Atlantis returns home for last time

NASA will soon retire its space shuttle fleet due to cost and safety concerns

Atlantis returns home for last time

final flight: Atlantis returns to the shuttle-landing facility at Kennedy Space Centre in Cape Canaveral, Florida, on Wednesday. AFP

Circling high over the Kennedy Space Centre to burn off speed, commander Ken Ham gently nosed the 100-tonne ship towards a landing strip three miles away from where he and five crew mates had blasted off on May 14 to begin NASA’s 132nd shuttle mission.

Atlantis touched down at 8:48 am EDT, completing its 32nd and final flight. The shuttles began flying in 1981 and are being retired due to cost and safety concerns.

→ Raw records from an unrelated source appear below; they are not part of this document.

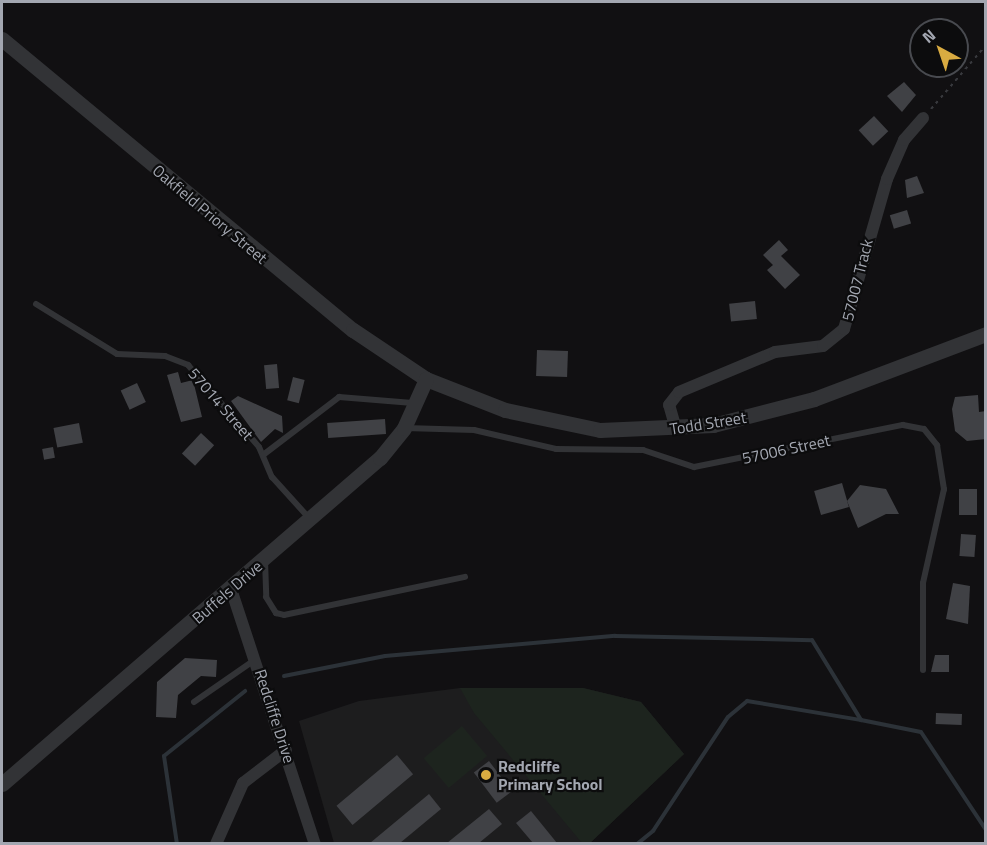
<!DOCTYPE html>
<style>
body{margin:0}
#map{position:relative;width:987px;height:845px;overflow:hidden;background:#111012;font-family:"Titillium Web",sans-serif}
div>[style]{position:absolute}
.built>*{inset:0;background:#1d1d1e}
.green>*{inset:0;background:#1d241e;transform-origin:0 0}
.stream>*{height:4px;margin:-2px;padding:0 2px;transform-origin:2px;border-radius:2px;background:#2c3238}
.building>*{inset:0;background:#404145;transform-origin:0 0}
.path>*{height:2px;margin-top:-1px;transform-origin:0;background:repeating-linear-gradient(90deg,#38393d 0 3px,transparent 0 7.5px)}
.service>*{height:6px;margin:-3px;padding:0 3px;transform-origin:3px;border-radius:3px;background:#323336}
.minor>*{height:12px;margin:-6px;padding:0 6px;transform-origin:6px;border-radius:6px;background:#323336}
.tertiary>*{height:15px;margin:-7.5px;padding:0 7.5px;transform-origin:7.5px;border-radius:7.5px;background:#323336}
.dots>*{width:16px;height:16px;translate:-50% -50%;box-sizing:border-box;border:3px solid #0c0c0d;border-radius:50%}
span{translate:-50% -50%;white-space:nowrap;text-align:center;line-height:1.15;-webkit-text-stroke:4.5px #0c0c0d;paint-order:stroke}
.street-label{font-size:16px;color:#a3a7b1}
.poi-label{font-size:16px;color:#a3a7b1;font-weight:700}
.left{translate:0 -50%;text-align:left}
.frame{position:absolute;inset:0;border:3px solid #a3a7b1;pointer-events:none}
.north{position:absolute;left:909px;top:18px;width:60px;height:60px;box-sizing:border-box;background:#0c0c0d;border:2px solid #484a4f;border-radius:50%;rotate:320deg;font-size:16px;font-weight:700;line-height:24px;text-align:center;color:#a3a7b1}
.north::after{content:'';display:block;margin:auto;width:21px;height:27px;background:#d9ab41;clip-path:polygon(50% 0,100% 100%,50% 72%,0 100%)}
</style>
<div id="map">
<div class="built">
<i style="clip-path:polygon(460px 688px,583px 688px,641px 702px,684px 754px,590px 843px,334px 843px,299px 721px,359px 701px)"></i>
</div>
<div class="green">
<i style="clip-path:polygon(460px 688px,583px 688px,641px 702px,684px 754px,590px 843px,582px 843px,474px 713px)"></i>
<i style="left:462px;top:726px;width:39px;height:50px;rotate:50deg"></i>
</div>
<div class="stream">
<i style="left:284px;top:676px;width:103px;rotate:-11.2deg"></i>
<i style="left:385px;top:656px;width:231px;rotate:-5deg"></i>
<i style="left:615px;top:636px;width:197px;rotate:1.2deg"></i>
<i style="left:812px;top:640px;width:94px;rotate:58.5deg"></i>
<i style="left:861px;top:720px;width:61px;rotate:11.3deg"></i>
<i style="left:921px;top:732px;width:118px;rotate:56.4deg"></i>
<i style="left:177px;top:844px;width:89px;rotate:-98.4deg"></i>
<i style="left:164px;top:756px;width:104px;rotate:-38.7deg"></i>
<i style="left:637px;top:844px;width:21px;rotate:-39deg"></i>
<i style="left:653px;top:831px;width:136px;rotate:-56.7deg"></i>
<i style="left:728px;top:717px;width:25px;rotate:-40deg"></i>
<i style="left:747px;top:701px;width:116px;rotate:9.5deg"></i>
</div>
<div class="building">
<i style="clip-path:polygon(904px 82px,916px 95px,902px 112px,887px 96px)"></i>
<i style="left:874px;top:116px;width:21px;height:21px;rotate:47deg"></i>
<i style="clip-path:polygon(917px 176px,924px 193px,907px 198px,905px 180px)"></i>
<i style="left:907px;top:210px;width:14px;height:18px;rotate:73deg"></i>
<i style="clip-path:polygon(779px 240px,788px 250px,781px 256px,800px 275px,785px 289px,767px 270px,773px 265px,763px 255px)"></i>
<i style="left:755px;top:301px;width:18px;height:26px;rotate:84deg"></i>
<i style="left:537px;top:350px;width:31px;height:26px;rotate:2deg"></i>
<i style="left:277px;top:364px;width:24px;height:13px;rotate:85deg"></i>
<i style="clip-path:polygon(178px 372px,181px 383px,193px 380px,202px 417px,181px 422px,167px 375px)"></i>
<i style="left:293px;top:377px;width:12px;height:24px;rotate:14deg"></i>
<i style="left:137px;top:383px;width:21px;height:18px;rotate:65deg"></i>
<i style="clip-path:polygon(978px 395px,979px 412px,986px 411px,986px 439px,967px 441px,955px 431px,952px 409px,955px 397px)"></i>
<i style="clip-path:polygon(238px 396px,282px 416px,283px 433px,275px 429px,261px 442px,231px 401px)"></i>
<i style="left:385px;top:419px;width:15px;height:58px;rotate:86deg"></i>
<i style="left:79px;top:423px;width:20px;height:26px;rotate:79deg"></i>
<i style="left:201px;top:433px;width:18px;height:28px;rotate:43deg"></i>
<i style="left:53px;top:447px;width:11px;height:11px;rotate:80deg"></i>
<i style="left:842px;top:483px;width:25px;height:29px;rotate:74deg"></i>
<i style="clip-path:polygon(860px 485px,886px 489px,899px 514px,886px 514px,858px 528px,847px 501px)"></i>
<i style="left:959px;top:489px;width:18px;height:26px"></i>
<i style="left:961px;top:534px;width:15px;height:22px;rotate:4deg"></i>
<i style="clip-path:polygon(953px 583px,970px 586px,968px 624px,946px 619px)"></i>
<i style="clip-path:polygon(935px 655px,949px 655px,949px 672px,931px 672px)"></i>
<i style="clip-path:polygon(185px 658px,217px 660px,216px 677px,201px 676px,178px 695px,176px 718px,156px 717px,157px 682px)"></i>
<i style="left:936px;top:713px;width:26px;height:11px;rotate:2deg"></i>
<i style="left:397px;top:755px;width:25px;height:79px;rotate:50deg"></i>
<i style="left:489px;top:761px;width:38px;height:19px;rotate:53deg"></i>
<i style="clip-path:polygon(429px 794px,441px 809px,400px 843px,370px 843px)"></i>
<i style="clip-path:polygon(489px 809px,502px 824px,479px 843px,447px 843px)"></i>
<i style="clip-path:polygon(531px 811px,557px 843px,533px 843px,516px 823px)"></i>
</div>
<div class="path">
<i style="left:931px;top:109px;width:84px;rotate:-49.3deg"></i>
</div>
<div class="service">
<i style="left:36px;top:304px;width:95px;rotate:31.7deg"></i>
<i style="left:117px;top:354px;width:48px;rotate:2.4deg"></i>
<i style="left:165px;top:356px;width:25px;rotate:21deg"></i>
<i style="left:188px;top:365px;width:108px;rotate:49.1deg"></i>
<i style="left:259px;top:447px;width:33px;rotate:67deg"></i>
<i style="left:272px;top:477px;width:57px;rotate:47.9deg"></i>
<i style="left:405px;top:428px;width:69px;rotate:1.7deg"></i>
<i style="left:474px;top:430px;width:84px;rotate:13deg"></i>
<i style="left:556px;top:449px;width:87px;rotate:0.7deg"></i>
<i style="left:643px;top:450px;width:54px;rotate:18.4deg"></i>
<i style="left:694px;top:467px;width:213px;rotate:-11.4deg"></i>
<i style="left:903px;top:425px;width:21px;rotate:11deg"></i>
<i style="left:924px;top:429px;width:21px;rotate:51deg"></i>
<i style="left:937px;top:445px;width:45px;rotate:81deg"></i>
<i style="left:944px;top:489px;width:96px;rotate:102.6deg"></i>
<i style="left:923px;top:583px;width:87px;rotate:90deg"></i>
<i style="left:263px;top:455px;width:96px;rotate:-37.3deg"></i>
<i style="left:339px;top:397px;width:74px;rotate:4.6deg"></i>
<i style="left:265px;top:560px;width:37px;rotate:88deg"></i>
<i style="left:266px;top:597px;width:19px;rotate:58deg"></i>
<i style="left:276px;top:613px;width:8px;rotate:14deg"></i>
<i style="left:284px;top:615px;width:185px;rotate:-11.9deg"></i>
<i style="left:194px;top:702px;width:75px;rotate:-34.7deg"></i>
</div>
<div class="minor">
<i style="left:676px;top:429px;width:25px;rotate:-106deg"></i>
<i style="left:669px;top:405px;width:16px;rotate:-52deg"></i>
<i style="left:679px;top:392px;width:104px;rotate:-22.6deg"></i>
<i style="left:775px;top:352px;width:48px;rotate:-7.1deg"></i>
<i style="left:823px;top:346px;width:27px;rotate:-39deg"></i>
<i style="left:844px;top:329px;width:156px;rotate:-74deg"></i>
<i style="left:887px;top:179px;width:43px;rotate:-66.4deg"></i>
<i style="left:904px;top:140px;width:29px;rotate:-49deg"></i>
<i style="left:231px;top:589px;width:268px;rotate:71.8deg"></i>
<i style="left:216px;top:844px;width:67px;rotate:-66.1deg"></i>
<i style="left:243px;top:783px;width:54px;rotate:-37.5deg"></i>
</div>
<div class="tertiary">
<i style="left:2px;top:39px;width:456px;rotate:39.7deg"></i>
<i style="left:353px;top:330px;width:88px;rotate:33.9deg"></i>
<i style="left:426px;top:379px;width:85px;rotate:21.4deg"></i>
<i style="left:505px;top:410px;width:97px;rotate:11.9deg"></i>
<i style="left:600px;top:430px;width:113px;rotate:-2.5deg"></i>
<i style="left:713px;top:425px;width:104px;rotate:-14.4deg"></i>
<i style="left:814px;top:399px;width:184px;rotate:-20.7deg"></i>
<i style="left:2px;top:784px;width:499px;rotate:-40.8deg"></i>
<i style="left:380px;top:458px;width:38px;rotate:-51deg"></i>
<i style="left:404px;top:428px;width:54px;rotate:-65.8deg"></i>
</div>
<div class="dots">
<i style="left:486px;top:775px;background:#d9ab41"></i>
</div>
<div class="street-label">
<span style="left:210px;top:214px;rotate:40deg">Oakfield Priory Street</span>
<span style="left:857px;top:280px;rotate:-76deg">57007 Track</span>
<span style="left:221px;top:404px;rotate:49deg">57014 Street</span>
<span style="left:708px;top:423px;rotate:-9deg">Todd Street</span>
<span style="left:786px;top:449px;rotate:-12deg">57006 Street</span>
<span style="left:227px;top:592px;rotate:-41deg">Buffels Drive</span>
<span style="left:275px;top:716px;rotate:72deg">Redcliffe Drive</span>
</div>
<div class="poi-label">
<span class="left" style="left:498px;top:775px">Redcliffe<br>Primary School</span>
</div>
<div class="frame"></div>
<div class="north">N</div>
</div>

NASA plans to fly each of its remaining shuttles, Discovery and Endeavour, once more this year to complete assembly and outfitting of the space station, a $100 billion project of 16 nations that has been under construction for 12 years.

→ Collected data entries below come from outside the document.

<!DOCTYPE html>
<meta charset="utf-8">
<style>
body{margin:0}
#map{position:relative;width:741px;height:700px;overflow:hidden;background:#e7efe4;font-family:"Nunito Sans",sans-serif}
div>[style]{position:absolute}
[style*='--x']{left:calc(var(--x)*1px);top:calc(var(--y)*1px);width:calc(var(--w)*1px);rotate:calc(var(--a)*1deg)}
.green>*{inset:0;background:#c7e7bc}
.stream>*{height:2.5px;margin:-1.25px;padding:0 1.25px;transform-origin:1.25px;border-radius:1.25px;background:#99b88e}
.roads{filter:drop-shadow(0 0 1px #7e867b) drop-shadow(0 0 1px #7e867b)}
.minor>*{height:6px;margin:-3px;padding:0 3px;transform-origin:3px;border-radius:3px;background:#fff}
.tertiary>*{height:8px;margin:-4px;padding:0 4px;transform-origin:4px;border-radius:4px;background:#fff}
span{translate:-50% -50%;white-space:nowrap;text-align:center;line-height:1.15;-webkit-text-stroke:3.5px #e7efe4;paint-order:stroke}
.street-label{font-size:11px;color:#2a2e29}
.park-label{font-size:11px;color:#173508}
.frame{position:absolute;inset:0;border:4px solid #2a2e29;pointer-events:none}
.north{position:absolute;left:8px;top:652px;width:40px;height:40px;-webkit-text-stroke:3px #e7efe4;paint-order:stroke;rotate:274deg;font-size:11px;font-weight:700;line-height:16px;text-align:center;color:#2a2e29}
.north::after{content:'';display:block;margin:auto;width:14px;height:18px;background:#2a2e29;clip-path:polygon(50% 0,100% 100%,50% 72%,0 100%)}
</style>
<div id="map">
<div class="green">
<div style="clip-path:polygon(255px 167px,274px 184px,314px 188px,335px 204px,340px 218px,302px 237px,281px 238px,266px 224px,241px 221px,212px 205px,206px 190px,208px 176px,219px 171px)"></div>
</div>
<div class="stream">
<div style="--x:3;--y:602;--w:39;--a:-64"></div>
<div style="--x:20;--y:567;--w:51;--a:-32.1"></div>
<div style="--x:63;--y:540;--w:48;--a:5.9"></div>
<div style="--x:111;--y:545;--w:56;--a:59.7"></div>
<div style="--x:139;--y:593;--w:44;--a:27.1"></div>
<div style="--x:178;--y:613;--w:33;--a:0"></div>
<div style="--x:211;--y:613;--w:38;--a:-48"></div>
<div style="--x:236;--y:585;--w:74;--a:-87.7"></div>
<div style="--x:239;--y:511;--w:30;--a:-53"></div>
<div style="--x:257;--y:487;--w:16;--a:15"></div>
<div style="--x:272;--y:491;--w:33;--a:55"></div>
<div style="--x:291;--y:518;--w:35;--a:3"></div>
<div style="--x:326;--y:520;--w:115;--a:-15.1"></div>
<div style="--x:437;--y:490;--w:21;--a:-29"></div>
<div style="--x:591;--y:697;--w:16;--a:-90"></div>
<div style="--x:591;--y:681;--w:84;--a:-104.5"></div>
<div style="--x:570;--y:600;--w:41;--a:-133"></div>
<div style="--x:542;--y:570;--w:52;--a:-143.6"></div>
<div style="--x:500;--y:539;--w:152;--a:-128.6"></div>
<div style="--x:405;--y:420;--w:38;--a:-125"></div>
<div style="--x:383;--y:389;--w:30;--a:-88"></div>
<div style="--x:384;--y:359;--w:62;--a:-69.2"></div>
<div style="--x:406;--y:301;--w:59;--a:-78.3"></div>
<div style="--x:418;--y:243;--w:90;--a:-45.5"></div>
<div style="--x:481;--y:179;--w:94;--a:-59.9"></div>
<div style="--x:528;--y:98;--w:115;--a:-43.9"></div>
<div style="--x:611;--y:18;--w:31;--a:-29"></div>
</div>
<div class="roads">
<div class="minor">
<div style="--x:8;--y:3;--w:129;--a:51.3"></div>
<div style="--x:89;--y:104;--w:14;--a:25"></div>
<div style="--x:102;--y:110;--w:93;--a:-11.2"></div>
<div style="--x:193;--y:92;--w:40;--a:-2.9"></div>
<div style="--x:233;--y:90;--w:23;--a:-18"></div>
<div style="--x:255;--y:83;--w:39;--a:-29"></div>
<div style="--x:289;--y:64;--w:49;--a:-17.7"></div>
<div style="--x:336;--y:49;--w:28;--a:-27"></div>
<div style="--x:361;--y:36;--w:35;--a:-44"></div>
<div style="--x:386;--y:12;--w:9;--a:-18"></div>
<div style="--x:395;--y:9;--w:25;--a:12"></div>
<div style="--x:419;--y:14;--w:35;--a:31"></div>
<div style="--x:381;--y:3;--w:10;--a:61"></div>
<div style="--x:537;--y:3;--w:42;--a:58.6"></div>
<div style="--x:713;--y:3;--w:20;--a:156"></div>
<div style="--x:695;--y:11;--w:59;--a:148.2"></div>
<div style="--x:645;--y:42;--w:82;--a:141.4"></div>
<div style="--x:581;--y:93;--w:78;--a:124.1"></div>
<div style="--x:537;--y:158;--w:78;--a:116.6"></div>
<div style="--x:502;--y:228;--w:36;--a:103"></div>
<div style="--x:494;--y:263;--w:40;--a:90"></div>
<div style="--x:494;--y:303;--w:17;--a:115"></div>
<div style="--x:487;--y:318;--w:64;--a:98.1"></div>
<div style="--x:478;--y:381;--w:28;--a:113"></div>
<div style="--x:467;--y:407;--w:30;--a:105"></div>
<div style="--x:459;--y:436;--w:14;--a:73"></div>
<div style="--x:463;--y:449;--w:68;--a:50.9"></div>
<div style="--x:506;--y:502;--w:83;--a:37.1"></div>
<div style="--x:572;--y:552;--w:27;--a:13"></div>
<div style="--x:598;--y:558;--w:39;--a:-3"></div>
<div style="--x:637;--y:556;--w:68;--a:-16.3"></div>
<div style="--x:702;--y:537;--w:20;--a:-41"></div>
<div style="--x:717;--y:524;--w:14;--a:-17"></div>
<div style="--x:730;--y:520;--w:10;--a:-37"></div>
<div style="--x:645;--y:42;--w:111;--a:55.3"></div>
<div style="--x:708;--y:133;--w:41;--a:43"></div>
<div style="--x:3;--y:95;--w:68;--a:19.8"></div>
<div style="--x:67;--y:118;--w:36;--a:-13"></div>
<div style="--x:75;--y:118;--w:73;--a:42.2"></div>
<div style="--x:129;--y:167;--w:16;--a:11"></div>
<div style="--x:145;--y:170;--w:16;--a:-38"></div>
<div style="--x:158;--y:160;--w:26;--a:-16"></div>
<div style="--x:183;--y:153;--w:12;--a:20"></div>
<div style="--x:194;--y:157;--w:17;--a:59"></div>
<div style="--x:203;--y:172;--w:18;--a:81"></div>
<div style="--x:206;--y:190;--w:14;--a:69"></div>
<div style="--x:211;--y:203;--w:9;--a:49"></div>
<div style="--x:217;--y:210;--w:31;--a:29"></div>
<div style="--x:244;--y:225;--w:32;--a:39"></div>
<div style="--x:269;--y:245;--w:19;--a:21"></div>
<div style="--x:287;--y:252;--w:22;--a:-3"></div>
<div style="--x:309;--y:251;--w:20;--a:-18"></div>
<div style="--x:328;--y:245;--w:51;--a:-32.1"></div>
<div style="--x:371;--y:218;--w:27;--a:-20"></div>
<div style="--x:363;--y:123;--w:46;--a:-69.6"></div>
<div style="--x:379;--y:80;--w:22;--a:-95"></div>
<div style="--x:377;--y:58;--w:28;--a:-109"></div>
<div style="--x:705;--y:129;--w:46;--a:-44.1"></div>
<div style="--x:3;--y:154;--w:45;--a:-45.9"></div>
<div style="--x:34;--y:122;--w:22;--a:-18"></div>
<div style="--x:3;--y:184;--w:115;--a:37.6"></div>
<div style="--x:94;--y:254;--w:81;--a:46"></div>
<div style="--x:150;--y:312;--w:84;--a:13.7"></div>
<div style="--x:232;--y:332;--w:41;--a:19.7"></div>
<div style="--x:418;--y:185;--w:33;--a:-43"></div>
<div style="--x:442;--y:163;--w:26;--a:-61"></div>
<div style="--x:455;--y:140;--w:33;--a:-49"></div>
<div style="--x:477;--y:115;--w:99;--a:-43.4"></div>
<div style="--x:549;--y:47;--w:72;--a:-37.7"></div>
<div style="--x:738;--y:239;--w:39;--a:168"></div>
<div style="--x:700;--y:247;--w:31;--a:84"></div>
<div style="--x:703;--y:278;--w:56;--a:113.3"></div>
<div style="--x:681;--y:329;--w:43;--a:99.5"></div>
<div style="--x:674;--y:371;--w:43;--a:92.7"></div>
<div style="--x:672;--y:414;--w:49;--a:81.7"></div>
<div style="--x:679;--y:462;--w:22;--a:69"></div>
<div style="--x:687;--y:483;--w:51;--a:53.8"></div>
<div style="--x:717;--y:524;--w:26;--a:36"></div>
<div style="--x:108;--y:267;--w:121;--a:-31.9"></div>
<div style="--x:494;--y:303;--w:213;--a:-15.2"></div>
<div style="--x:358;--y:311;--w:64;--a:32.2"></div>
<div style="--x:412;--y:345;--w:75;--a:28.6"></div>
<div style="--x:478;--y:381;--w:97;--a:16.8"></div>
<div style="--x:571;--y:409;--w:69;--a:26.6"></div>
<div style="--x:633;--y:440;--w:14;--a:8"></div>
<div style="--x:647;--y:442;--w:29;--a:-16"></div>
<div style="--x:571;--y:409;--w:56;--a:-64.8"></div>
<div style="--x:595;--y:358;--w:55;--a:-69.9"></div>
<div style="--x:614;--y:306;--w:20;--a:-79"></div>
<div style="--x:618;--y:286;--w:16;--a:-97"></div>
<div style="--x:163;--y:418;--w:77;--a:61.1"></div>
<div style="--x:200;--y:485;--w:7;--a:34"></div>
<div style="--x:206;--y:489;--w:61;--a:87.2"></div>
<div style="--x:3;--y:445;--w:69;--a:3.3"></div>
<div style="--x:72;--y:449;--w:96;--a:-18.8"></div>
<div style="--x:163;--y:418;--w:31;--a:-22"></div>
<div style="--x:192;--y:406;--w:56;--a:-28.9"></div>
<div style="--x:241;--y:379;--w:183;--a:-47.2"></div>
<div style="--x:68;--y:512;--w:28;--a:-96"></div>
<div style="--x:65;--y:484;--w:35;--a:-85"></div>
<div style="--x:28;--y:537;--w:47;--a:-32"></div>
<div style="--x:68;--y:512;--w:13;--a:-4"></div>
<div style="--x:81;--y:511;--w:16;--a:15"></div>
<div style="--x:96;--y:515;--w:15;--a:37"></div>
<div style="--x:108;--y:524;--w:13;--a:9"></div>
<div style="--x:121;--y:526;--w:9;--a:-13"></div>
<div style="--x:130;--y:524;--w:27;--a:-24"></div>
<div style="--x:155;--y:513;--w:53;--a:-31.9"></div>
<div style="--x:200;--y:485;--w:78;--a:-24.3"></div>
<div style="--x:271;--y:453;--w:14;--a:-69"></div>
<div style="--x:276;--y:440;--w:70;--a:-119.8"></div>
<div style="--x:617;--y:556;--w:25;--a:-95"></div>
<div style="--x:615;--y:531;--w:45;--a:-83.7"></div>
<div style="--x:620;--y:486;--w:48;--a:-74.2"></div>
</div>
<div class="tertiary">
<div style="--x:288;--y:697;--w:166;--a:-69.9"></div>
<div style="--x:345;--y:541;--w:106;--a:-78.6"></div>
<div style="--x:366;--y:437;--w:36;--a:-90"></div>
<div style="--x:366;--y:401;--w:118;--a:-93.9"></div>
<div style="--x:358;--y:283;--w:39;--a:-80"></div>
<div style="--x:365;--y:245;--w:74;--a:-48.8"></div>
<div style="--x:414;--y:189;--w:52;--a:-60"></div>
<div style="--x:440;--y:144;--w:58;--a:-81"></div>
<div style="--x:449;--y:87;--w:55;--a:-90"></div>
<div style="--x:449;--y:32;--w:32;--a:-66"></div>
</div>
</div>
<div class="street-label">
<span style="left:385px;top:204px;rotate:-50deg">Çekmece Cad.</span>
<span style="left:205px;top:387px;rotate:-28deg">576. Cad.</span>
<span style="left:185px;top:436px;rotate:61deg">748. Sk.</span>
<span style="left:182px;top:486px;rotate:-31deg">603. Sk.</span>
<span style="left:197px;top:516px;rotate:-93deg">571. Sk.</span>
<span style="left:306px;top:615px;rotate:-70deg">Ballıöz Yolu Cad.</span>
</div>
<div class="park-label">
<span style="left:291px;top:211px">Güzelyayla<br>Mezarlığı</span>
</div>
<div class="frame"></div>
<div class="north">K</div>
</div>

President Barack Obama wants to cancel a follow-on programme to the shuttles to develop rockets and capsules aimed at returning US astronauts to the moon, and instead develop new technologies for travel farther from Earth. The proposal, which is pending before Congress, is controversial.

Before being turned over to a museum, Atlantis will be prepared as an emergency rescue ship for the last shuttle crew.

NASA is evaluating proposals from museums and science centers wanting to display Atlantis and Endeavour. Discovery, which is scheduled to make its last flight in September, is promised to the Smithsonian Air and Space Museum.